● Task prompt
Copy each line in the data below that contains the word "streets".

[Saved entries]
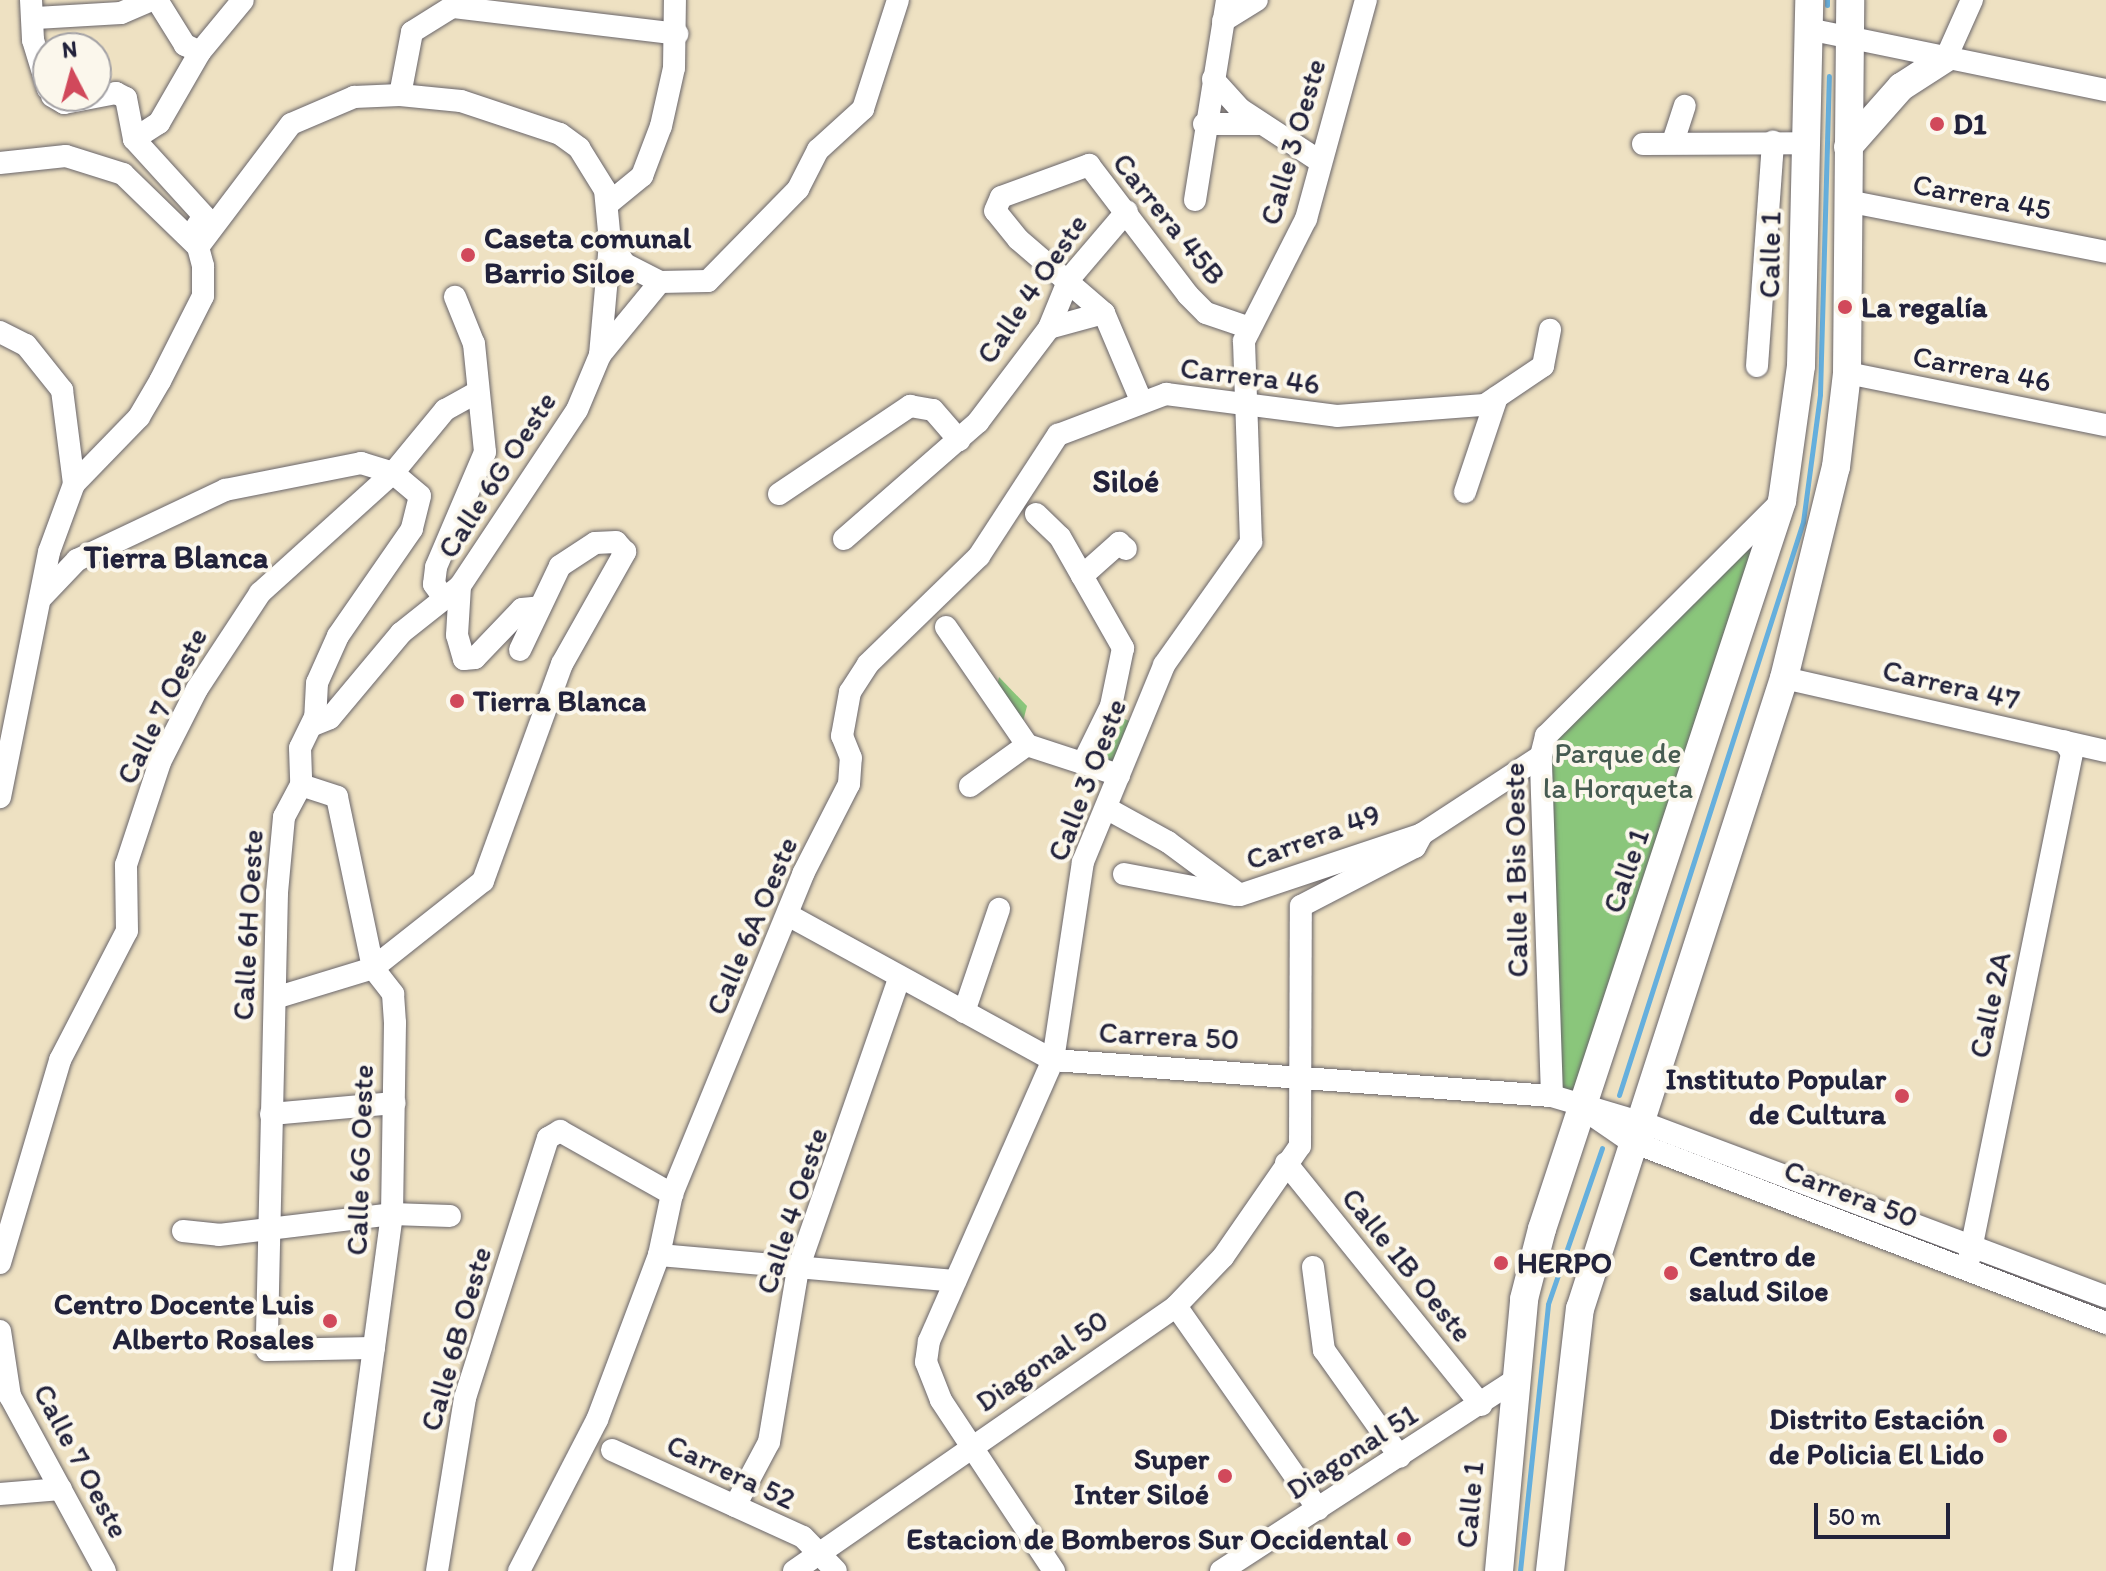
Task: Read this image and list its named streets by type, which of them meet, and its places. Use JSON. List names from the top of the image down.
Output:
{
  "streets": {
    "main road": ["Calle 1"],
    "street": [
      "Calle 3 Oeste",
      "Carrera 45",
      "Carrera 45B",
      "Calle 4 Oeste",
      "Carrera 46",
      "Calle 6G Oeste",
      "Carrera 47",
      "Calle 7 Oeste",
      "Carrera 49",
      "Calle 1 Bis Oeste",
      "Calle 6H Oeste",
      "Calle 6A Oeste",
      "Calle 2A",
      "Carrera 50",
      "Calle 1B Oeste",
      "Calle 6B Oeste",
      "Diagonal 50",
      "Diagonal 51",
      "Carrera 52"
    ]
  },
  "crossings": [
    ["Calle 3 Oeste", "Carrera 45B"],
    ["Calle 3 Oeste", "Carrera 46"],
    ["Calle 3 Oeste", "Carrera 49"],
    ["Calle 3 Oeste", "Carrera 50"],
    ["Calle 3 Oeste", "Diagonal 50"],
    ["Carrera 45B", "Calle 4 Oeste"],
    ["Carrera 45B", "Carrera 46"],
    ["Calle 1", "Calle 1 Bis Oeste"],
    ["Calle 1", "Carrera 50"],
    ["Calle 1", "Diagonal 51"],
    ["Calle 4 Oeste", "Carrera 46"],
    ["Calle 4 Oeste", "Carrera 50"],
    ["Calle 4 Oeste", "Carrera 52"],
    ["Carrera 46", "Calle 6A Oeste"],
    ["Calle 6G Oeste", "Calle 6H Oeste"],
    ["Carrera 47", "Calle 2A"],
    ["Calle 7 Oeste", "Calle 6H Oeste"],
    ["Carrera 49", "Calle 1 Bis Oeste"],
    ["Carrera 49", "Diagonal 50"],
    ["Calle 1 Bis Oeste", "Carrera 50"],
    ["Calle 6A Oeste", "Carrera 50"],
    ["Calle 6A Oeste", "Calle 6B Oeste"],
    ["Calle 2A", "Carrera 50"],
    ["Carrera 50", "Diagonal 50"],
    ["Calle 1B Oeste", "Diagonal 50"],
    ["Calle 1B Oeste", "Diagonal 51"],
    ["Diagonal 50", "Carrera 52"]
  ],
  "districts": ["Siloé", "Tierra Blanca"],
  "parks": ["Parque de la Horqueta"],
  "places": [
    "D1",
    "Caseta comunal Barrio Siloe",
    "La regalía",
    "Tierra Blanca",
    "Instituto Popular de Cultura",
    "HERPO",
    "Centro de salud Siloe",
    "Centro Docente Luis Alberto Rosales",
    "Distrito Estación de Policia El Lido",
    "Super Inter Siloé",
    "Estacion de Bomberos Sur Occidental"
  ],
  "scale_bar": "50 m",
  "north": "top"
}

● Solution
Task: Read this image and list its named streets by type, which of them meet, and its places. Use JSON. List names from the top of the image down.
  "streets": {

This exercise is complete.